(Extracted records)
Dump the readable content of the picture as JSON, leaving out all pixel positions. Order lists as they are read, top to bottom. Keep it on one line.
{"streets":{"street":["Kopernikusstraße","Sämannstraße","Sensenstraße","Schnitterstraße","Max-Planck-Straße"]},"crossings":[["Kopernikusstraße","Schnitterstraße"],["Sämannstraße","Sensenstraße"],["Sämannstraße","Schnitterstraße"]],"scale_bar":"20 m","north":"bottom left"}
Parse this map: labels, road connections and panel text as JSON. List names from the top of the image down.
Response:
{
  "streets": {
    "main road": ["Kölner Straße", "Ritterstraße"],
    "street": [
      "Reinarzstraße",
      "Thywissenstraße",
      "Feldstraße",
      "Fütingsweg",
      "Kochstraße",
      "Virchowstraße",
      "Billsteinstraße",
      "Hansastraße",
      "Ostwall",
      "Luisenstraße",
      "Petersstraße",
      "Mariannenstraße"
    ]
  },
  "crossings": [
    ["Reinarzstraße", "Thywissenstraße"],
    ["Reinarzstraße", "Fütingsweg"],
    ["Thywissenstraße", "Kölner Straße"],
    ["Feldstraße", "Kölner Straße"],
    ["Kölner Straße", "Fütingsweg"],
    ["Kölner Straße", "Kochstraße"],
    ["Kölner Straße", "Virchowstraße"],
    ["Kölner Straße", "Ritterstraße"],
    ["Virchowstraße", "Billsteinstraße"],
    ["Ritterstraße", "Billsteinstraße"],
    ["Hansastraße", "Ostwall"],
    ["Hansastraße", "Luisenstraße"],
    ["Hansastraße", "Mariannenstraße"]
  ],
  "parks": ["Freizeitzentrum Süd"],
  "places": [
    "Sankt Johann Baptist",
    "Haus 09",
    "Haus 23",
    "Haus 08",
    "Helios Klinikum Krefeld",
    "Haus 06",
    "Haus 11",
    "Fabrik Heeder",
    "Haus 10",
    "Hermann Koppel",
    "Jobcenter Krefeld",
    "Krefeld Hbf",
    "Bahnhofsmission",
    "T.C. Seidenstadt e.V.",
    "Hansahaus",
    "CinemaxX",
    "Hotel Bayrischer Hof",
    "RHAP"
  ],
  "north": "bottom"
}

» What is needed:
Every entry is to be transcribed exactly as it stands.

» Written response:
Dump the readable content of the picture as JSON, leaving out all pixel positions. Order lists as they are read, top to bottom. Keep it on one line.
{"streets":{"street":["Kopernikusstraße","Sämannstraße","Sensenstraße","Schnitterstraße","Max-Planck-Straße"]},"crossings":[["Kopernikusstraße","Schnitterstraße"],["Sämannstraße","Sensenstraße"],["Sämannstraße","Schnitterstraße"]],"scale_bar":"20 m","north":"bottom left"}
Parse this map: labels, road connections and panel text as JSON. List names from the top of the image down.
Response:
{
  "streets": {
    "main road": ["Kölner Straße", "Ritterstraße"],
    "street": [
      "Reinarzstraße",
      "Thywissenstraße",
      "Feldstraße",
      "Fütingsweg",
      "Kochstraße",
      "Virchowstraße",
      "Billsteinstraße",
      "Hansastraße",
      "Ostwall",
      "Luisenstraße",
      "Petersstraße",
      "Mariannenstraße"
    ]
  },
  "crossings": [
    ["Reinarzstraße", "Thywissenstraße"],
    ["Reinarzstraße", "Fütingsweg"],
    ["Thywissenstraße", "Kölner Straße"],
    ["Feldstraße", "Kölner Straße"],
    ["Kölner Straße", "Fütingsweg"],
    ["Kölner Straße", "Kochstraße"],
    ["Kölner Straße", "Virchowstraße"],
    ["Kölner Straße", "Ritterstraße"],
    ["Virchowstraße", "Billsteinstraße"],
    ["Ritterstraße", "Billsteinstraße"],
    ["Hansastraße", "Ostwall"],
    ["Hansastraße", "Luisenstraße"],
    ["Hansastraße", "Mariannenstraße"]
  ],
  "parks": ["Freizeitzentrum Süd"],
  "places": [
    "Sankt Johann Baptist",
    "Haus 09",
    "Haus 23",
    "Haus 08",
    "Helios Klinikum Krefeld",
    "Haus 06",
    "Haus 11",
    "Fabrik Heeder",
    "Haus 10",
    "Hermann Koppel",
    "Jobcenter Krefeld",
    "Krefeld Hbf",
    "Bahnhofsmission",
    "T.C. Seidenstadt e.V.",
    "Hansahaus",
    "CinemaxX",
    "Hotel Bayrischer Hof",
    "RHAP"
  ],
  "north": "bottom"
}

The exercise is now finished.